§ **Instructions to follow**: Find the string "absolute" in the records. Copy every line it appears in.

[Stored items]
---

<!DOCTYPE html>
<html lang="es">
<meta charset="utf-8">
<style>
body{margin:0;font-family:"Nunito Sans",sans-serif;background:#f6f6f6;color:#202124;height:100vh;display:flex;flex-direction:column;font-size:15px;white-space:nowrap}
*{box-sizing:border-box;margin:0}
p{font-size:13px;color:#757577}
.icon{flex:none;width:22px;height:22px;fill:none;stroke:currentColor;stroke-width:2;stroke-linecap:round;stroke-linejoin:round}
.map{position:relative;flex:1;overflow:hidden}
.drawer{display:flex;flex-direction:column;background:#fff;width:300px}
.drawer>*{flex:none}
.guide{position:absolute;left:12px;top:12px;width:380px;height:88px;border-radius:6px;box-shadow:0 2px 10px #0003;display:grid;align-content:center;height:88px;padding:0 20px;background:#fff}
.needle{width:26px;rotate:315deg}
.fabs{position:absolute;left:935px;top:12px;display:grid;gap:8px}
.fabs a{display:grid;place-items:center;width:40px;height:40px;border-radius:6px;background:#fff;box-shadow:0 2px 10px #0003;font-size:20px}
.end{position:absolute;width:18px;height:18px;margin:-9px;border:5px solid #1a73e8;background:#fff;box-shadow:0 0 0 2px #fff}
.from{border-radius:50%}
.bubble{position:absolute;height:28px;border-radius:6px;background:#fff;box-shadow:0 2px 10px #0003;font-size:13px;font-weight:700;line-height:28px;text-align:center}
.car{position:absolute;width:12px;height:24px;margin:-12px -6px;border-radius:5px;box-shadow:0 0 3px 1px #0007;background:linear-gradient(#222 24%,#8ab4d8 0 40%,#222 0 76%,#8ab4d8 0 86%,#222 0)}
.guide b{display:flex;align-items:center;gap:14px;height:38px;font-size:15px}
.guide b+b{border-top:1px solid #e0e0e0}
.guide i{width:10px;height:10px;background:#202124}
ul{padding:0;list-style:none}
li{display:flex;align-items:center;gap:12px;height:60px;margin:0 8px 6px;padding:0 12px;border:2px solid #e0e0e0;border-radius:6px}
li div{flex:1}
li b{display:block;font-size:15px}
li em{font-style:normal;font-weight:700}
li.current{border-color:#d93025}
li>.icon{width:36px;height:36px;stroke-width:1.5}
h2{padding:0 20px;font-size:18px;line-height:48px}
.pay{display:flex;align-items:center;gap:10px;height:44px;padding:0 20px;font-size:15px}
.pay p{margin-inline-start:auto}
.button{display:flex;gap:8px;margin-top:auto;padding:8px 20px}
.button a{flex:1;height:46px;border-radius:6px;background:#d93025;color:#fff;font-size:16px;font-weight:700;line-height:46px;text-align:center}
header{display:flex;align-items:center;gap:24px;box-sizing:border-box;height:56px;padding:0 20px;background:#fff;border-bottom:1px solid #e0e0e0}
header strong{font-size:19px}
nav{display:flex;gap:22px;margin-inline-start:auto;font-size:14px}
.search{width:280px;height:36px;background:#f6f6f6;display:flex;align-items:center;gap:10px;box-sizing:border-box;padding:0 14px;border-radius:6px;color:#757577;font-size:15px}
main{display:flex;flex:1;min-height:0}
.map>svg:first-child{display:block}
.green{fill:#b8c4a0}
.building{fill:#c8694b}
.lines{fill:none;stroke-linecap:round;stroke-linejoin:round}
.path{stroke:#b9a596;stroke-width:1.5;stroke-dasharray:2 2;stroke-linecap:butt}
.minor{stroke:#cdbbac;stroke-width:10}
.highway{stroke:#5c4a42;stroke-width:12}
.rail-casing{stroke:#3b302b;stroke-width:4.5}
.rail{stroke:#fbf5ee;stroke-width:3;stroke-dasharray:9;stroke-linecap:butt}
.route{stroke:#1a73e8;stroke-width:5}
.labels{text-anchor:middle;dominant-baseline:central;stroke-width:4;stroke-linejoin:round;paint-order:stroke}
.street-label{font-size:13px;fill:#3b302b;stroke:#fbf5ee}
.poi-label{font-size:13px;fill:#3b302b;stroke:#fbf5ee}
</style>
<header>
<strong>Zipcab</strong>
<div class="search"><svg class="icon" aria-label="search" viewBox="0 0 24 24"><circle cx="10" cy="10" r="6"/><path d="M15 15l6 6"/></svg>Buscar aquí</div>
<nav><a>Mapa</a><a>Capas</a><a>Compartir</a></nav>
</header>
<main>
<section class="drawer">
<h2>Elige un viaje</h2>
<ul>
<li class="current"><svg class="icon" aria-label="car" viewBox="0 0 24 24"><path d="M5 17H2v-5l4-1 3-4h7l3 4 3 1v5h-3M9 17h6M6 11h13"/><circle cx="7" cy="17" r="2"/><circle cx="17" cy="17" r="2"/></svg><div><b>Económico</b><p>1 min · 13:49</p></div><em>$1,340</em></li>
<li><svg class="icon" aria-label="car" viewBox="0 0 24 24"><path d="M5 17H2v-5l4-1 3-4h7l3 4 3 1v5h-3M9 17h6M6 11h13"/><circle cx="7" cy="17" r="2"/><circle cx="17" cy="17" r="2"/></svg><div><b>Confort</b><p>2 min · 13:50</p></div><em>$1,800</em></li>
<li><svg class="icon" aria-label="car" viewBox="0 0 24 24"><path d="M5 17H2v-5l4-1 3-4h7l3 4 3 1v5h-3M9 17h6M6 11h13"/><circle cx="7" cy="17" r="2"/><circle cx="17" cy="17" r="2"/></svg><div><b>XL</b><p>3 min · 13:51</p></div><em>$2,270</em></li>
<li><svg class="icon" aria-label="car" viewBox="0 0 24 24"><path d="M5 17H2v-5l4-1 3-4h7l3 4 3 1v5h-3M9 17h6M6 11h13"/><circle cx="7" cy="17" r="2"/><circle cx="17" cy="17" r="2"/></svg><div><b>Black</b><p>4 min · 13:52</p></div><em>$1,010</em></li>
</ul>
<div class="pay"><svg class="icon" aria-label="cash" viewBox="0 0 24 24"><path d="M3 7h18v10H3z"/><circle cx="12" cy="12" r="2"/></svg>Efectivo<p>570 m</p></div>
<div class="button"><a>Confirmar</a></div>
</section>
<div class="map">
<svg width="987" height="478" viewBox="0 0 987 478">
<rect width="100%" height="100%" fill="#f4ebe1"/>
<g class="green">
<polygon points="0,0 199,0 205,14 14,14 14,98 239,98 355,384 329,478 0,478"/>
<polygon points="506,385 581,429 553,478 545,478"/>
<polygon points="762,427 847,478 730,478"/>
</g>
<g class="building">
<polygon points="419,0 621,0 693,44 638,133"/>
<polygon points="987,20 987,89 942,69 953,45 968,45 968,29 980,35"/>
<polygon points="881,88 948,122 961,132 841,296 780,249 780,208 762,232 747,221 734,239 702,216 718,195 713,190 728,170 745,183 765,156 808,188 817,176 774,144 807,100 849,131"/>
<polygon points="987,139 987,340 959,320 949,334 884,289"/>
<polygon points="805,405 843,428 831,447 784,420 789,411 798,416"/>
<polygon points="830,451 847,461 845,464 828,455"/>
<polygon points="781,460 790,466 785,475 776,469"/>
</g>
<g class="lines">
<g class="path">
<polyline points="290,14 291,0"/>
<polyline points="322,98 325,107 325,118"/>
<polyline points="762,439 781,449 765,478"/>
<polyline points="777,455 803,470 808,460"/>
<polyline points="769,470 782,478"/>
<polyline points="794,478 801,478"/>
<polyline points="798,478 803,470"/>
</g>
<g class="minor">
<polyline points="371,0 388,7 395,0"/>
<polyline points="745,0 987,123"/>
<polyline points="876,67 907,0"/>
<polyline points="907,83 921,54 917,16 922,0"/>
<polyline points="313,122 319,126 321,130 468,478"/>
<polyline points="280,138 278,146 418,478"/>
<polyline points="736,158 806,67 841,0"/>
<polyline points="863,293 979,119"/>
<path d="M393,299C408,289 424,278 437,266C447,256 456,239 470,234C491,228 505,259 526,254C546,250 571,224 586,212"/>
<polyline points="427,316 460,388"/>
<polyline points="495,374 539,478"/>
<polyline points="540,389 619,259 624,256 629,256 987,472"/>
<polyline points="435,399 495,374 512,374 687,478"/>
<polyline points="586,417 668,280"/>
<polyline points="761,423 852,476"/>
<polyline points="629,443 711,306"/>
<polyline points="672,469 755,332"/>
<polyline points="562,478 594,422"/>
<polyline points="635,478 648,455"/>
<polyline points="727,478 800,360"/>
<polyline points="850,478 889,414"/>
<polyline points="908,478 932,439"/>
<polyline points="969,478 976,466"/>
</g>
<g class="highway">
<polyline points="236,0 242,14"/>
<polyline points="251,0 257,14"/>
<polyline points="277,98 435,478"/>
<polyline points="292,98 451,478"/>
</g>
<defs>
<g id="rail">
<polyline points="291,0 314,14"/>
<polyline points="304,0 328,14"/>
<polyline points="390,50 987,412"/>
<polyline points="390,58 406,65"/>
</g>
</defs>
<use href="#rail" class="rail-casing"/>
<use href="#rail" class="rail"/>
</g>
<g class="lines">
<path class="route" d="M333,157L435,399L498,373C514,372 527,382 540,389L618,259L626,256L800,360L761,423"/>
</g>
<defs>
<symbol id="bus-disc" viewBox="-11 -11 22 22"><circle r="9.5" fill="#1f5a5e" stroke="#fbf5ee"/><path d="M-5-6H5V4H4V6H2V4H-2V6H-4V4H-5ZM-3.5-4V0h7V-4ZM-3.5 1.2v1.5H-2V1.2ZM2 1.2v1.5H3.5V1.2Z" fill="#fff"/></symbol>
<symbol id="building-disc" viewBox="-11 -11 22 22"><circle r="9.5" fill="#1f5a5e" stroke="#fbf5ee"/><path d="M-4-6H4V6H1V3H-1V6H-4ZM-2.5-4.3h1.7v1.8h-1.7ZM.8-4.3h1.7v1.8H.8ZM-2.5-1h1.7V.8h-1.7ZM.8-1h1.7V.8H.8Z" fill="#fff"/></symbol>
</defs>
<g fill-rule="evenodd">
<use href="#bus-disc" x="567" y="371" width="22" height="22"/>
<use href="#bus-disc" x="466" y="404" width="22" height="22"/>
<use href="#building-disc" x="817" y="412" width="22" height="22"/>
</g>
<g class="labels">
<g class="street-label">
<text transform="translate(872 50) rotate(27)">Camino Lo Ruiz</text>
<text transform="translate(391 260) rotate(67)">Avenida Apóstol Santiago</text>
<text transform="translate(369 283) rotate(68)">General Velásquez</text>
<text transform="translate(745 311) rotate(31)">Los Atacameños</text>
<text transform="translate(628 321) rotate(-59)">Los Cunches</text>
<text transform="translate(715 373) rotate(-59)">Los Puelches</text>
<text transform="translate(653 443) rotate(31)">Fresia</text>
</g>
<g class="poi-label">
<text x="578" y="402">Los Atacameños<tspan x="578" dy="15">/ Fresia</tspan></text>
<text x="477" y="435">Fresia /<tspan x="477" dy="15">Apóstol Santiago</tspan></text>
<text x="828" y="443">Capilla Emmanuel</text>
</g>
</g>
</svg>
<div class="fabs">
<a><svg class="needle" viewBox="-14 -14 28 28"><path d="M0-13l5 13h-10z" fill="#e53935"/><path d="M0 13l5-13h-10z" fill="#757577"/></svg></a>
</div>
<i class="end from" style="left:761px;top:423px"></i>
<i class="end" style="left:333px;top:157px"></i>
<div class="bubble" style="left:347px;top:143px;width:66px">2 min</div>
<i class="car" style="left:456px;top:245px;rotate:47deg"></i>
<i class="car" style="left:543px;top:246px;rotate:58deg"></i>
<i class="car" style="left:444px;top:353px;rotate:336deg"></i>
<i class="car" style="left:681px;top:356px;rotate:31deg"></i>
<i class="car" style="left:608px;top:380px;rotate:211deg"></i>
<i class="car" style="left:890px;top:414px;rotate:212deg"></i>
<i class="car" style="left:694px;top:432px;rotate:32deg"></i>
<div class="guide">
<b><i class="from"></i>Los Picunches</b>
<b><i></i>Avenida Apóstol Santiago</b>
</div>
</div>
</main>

---

§ **Reply to the task**:
.guide{position:absolute;left:12px;top:12px;width:380px;height:88px;border-radius:6px;box-shadow:0 2px 10px #0003;display:grid;align-content:center;height:88px;padding:0 20px;background:#fff}
.fabs{position:absolute;left:935px;top:12px;display:grid;gap:8px}
.end{position:absolute;width:18px;height:18px;margin:-9px;border:5px solid #1a73e8;background:#fff;box-shadow:0 0 0 2px #fff}
.bubble{position:absolute;height:28px;border-radius:6px;background:#fff;box-shadow:0 2px 10px #0003;font-size:13px;font-weight:700;line-height:28px;text-align:center}
.car{position:absolute;width:12px;height:24px;margin:-12px -6px;border-radius:5px;box-shadow:0 0 3px 1px #0007;background:linear-gradient(#222 24%,#8ab4d8 0 40%,#222 0 76%,#8ab4d8 0 86%,#222 0)}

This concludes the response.